TASK TO CARRY OUT:
From the first line to the last, restate the data exactly, leaving out the images.

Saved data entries
>>>
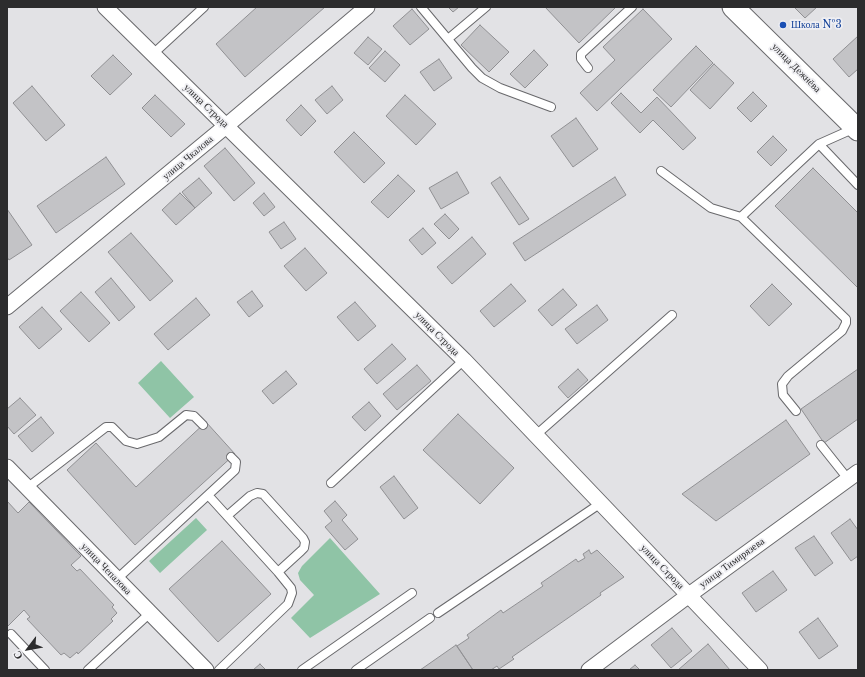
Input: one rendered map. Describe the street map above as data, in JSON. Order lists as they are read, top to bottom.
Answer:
{
  "streets": {
    "main road": ["улица Дежнёва"],
    "street": [
      "улица Строда",
      "улица Чкалова",
      "улица Тимирязева",
      "улица Чепалова"
    ]
  },
  "crossings": [
    ["улица Строда", "улица Чкалова"],
    ["улица Строда", "улица Тимирязева"]
  ],
  "places": ["Школа №3"],
  "north": "bottom left"
}
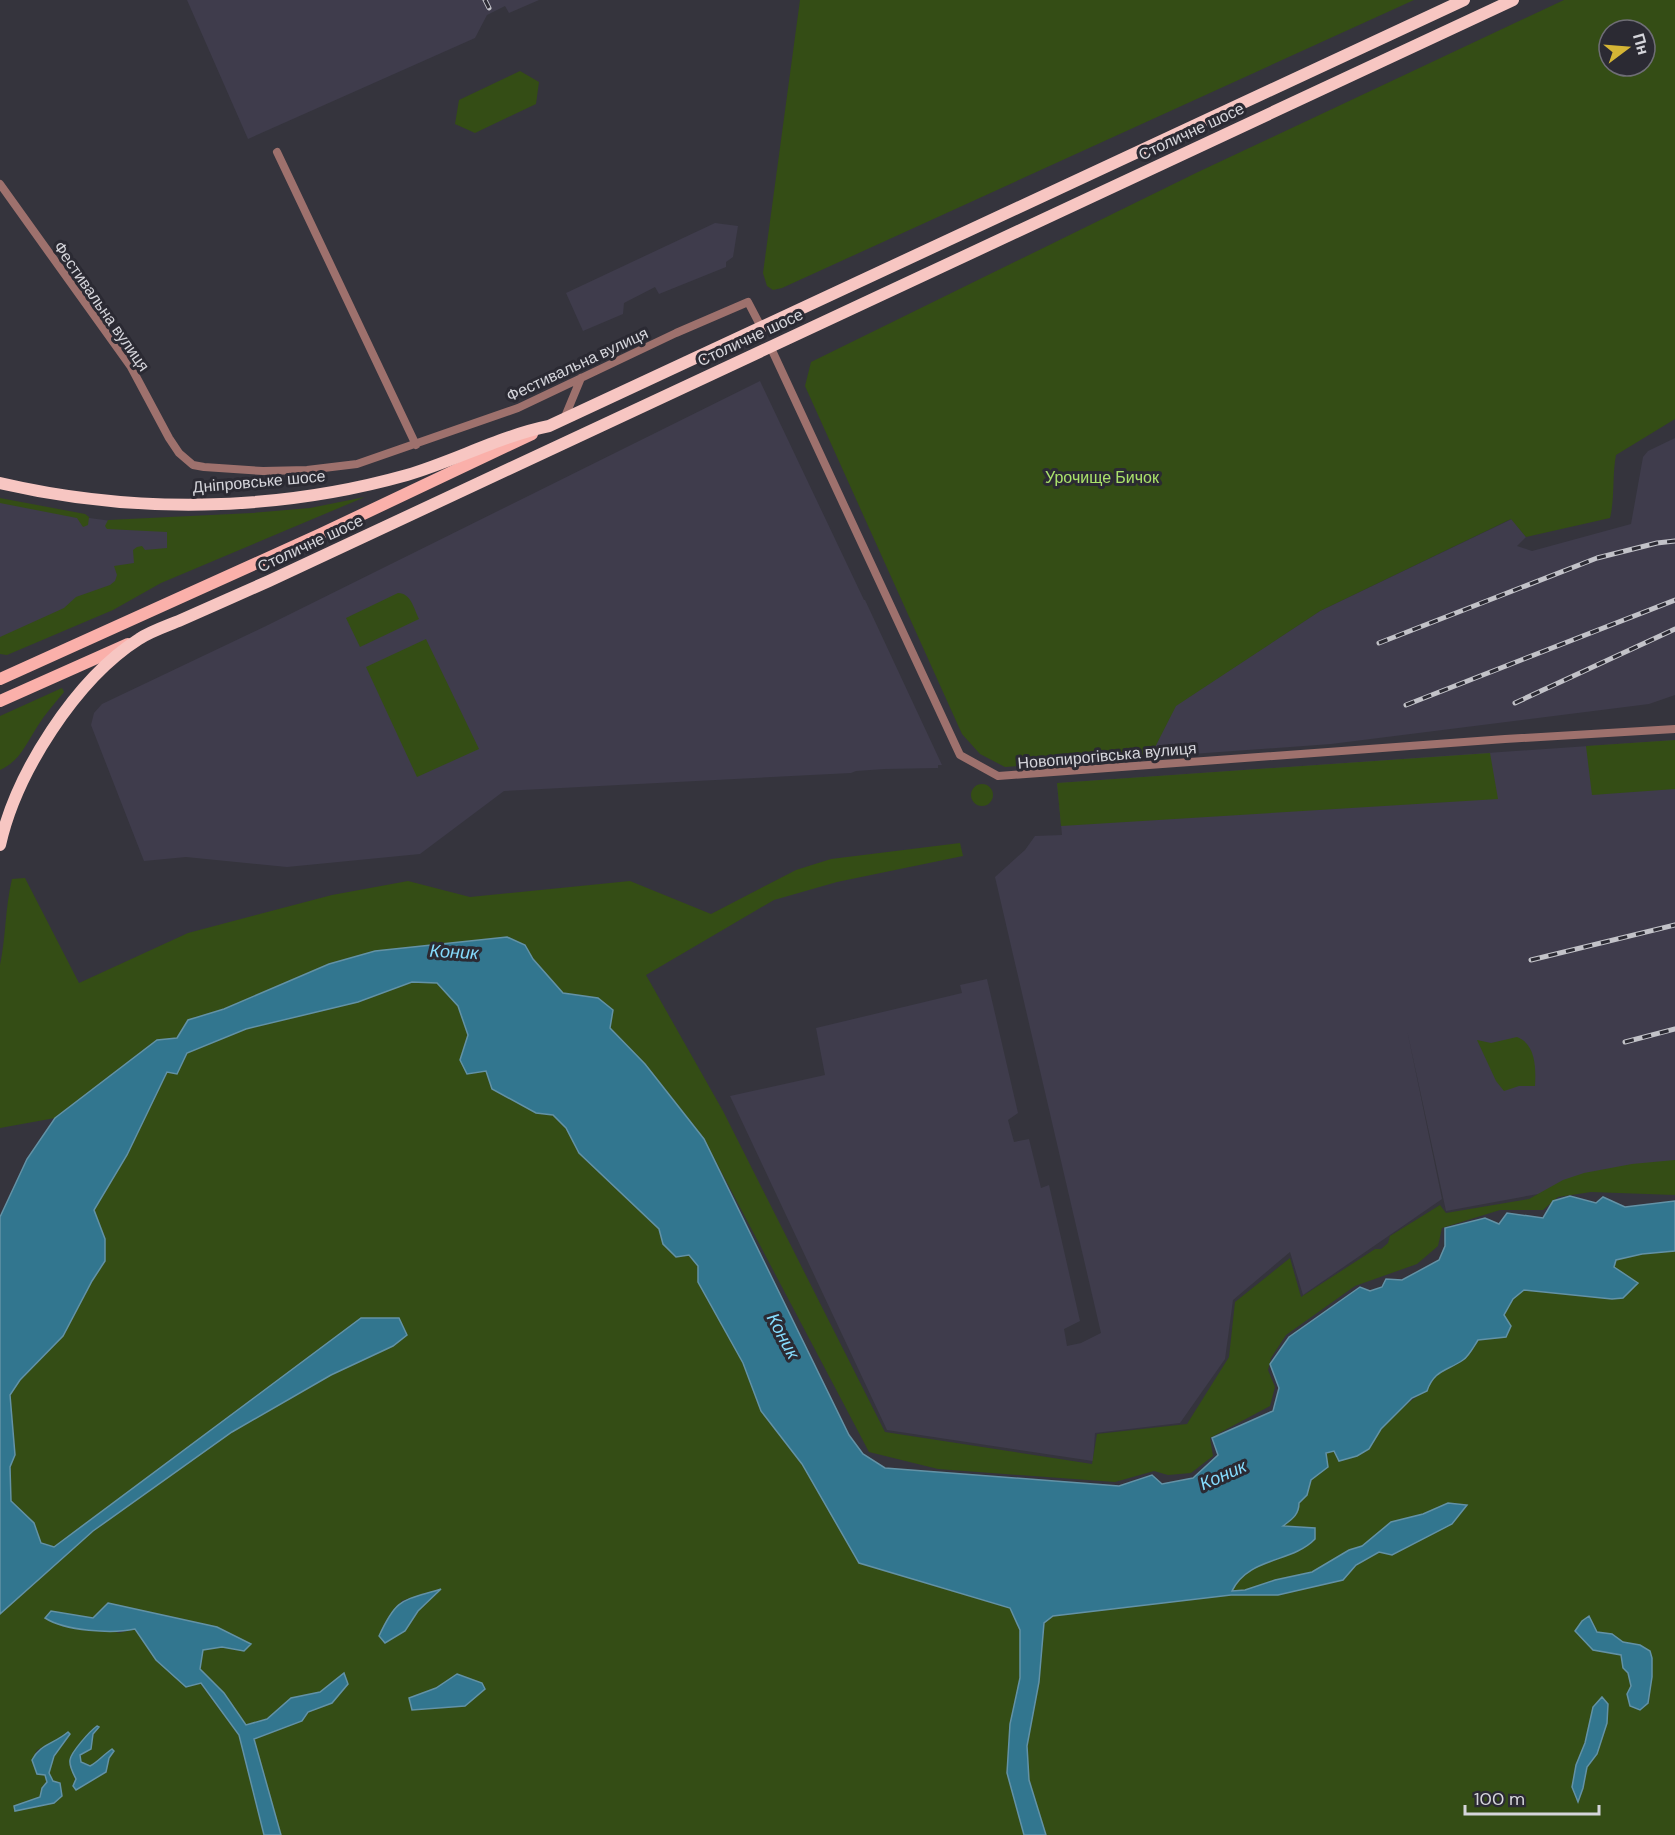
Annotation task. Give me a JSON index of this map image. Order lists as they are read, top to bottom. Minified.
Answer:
{"streets":{"highway":["Столичне шосе","Дніпровське шосе"],"street":["Фестивальна вулиця","Новопирогівська вулиця"]},"crossings":[["Столичне шосе","Фестивальна вулиця"],["Столичне шосе","Дніпровське шосе"],["Столичне шосе","Новопирогівська вулиця"]],"water":["Коник"],"parks":["Урочище Бичок"],"scale_bar":"100 m","north":"right"}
<<<
TASK SOLUTION:
Input: one rendered map. Describe the street map above as data, in JSON. Order lists as they are read, top to bottom.
Answer:
{
  "streets": {
    "main road": ["улица Дежнёва"],
    "street": [
      "улица Строда",
      "улица Чкалова",
      "улица Тимирязева",
      "улица Чепалова"
    ]
  },
  "crossings": [
    ["улица Строда", "улица Чкалова"],
    ["улица Строда", "улица Тимирязева"]
  ],
  "places": ["Школа №3"],
  "north": "bottom left"
}
Annotation task. Give me a JSON index of this map image. Order lists as they are read, top to bottom. Minified.
Answer:
{"streets":{"highway":["Столичне шосе","Дніпровське шосе"],"street":["Фестивальна вулиця","Новопирогівська вулиця"]},"crossings":[["Столичне шосе","Фестивальна вулиця"],["Столичне шосе","Дніпровське шосе"],["Столичне шосе","Новопирогівська вулиця"]],"water":["Коник"],"parks":["Урочище Бичок"],"scale_bar":"100 m","north":"right"}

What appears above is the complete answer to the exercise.